(Items listed in a dataset)
------------------------------------------------
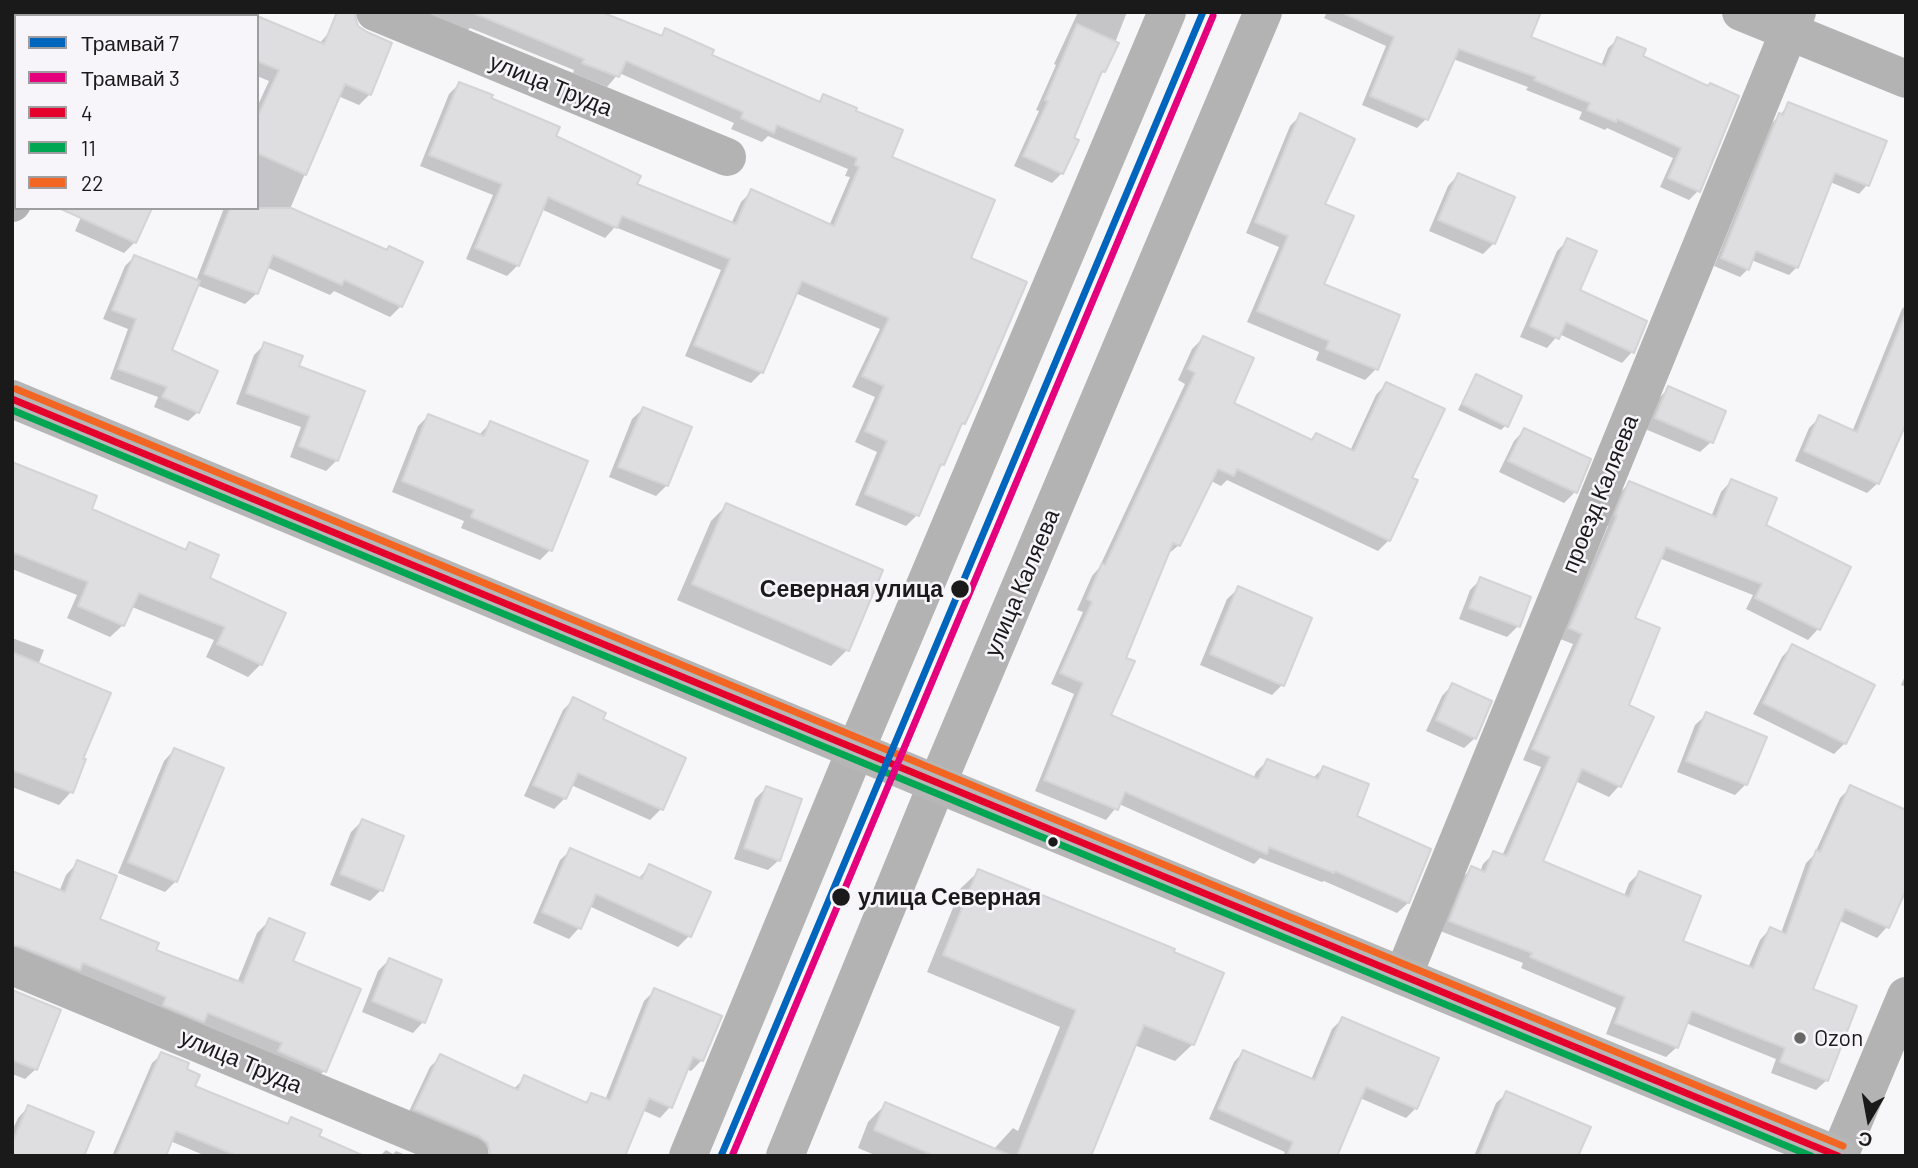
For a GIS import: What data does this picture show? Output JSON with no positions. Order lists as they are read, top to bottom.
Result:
{
  "streets": {
    "street": ["улица Труда", "проезд Каляева", "улица Каляева"]
  },
  "places": ["Северная улица", "улица Северная", "Ozon"],
  "lines": [
    "tram line 7",
    "tram line 3",
    "transit line 22",
    "transit line 4",
    "transit line 11"
  ],
  "legend": [
    "Трамвай 7",
    "Трамвай 3",
    "4",
    "11",
    "22"
  ],
  "north": "bottom"
}
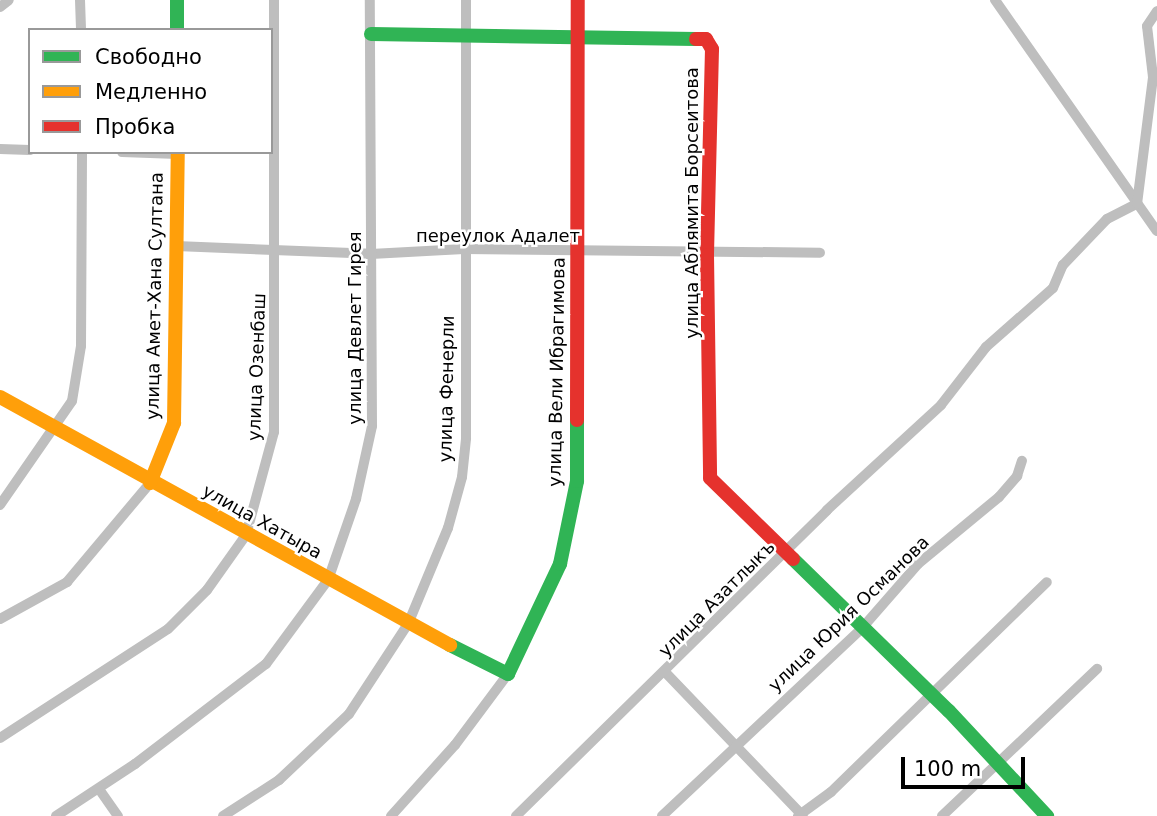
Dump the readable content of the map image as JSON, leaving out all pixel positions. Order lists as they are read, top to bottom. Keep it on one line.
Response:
{"streets":{"street":["улица Аблямита Борсеитова","переулок Адалет","улица Амет-Хана Султана","улица Девлет Гирея","улица Озенбаш","улица Вели Ибрагимова","улица Фенерли","улица Хатыра","улица Азатлыкъ","улица Юрия Османова"]},"crossings":[["улица Аблямита Борсеитова","переулок Адалет"],["улица Аблямита Борсеитова","улица Вели Ибрагимова"],["улица Аблямита Борсеитова","улица Азатлыкъ"],["переулок Адалет","улица Амет-Хана Султана"],["переулок Адалет","улица Девлет Гирея"],["переулок Адалет","улица Озенбаш"],["переулок Адалет","улица Вели Ибрагимова"],["переулок Адалет","улица Фенерли"],["улица Амет-Хана Султана","улица Хатыра"],["улица Девлет Гирея","улица Хатыра"],["улица Озенбаш","улица Хатыра"],["улица Вели Ибрагимова","улица Хатыра"],["улица Фенерли","улица Хатыра"]],"legend":["Свободно","Медленно","Пробка"],"scale_bar":"100 m"}
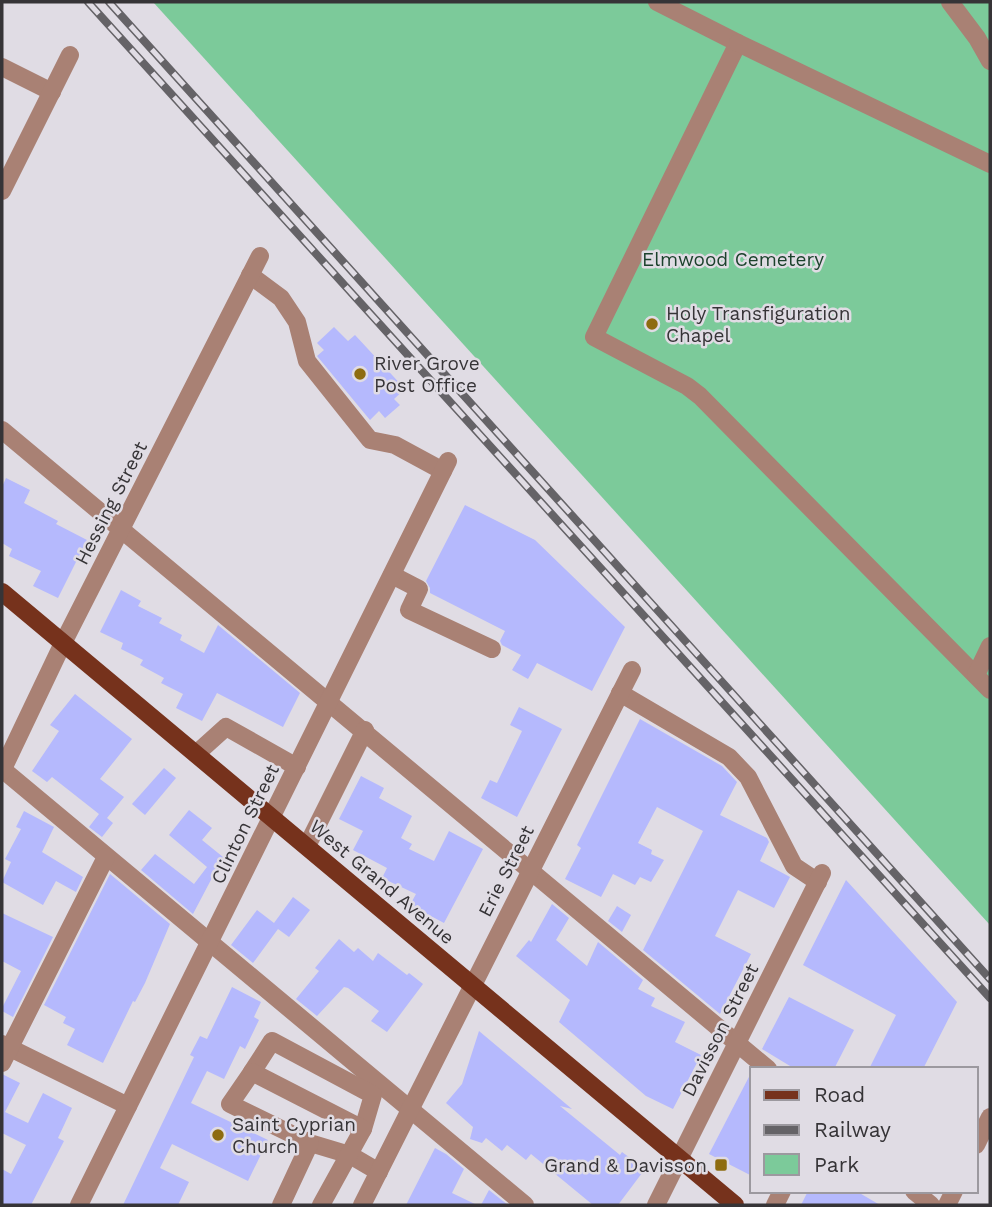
------------------------------------------------
◆ **EXERCISE REQUIREMENTS**
Reproduce the records exactly, starting with their first line and ending with the line that contains "Dump the readable", though pictures should be dropped.

◆ **RESPONSE**
For a GIS import: What data does this picture show? Output JSON with no positions. Order lists as they are read, top to bottom.
Result:
{
  "streets": {
    "street": ["улица Труда", "проезд Каляева", "улица Каляева"]
  },
  "places": ["Северная улица", "улица Северная", "Ozon"],
  "lines": [
    "tram line 7",
    "tram line 3",
    "transit line 22",
    "transit line 4",
    "transit line 11"
  ],
  "legend": [
    "Трамвай 7",
    "Трамвай 3",
    "4",
    "11",
    "22"
  ],
  "north": "bottom"
}
Dump the readable content of the map image as JSON, leaving out all pixel positions. Order lists as they are read, top to bottom. Keep it on one line.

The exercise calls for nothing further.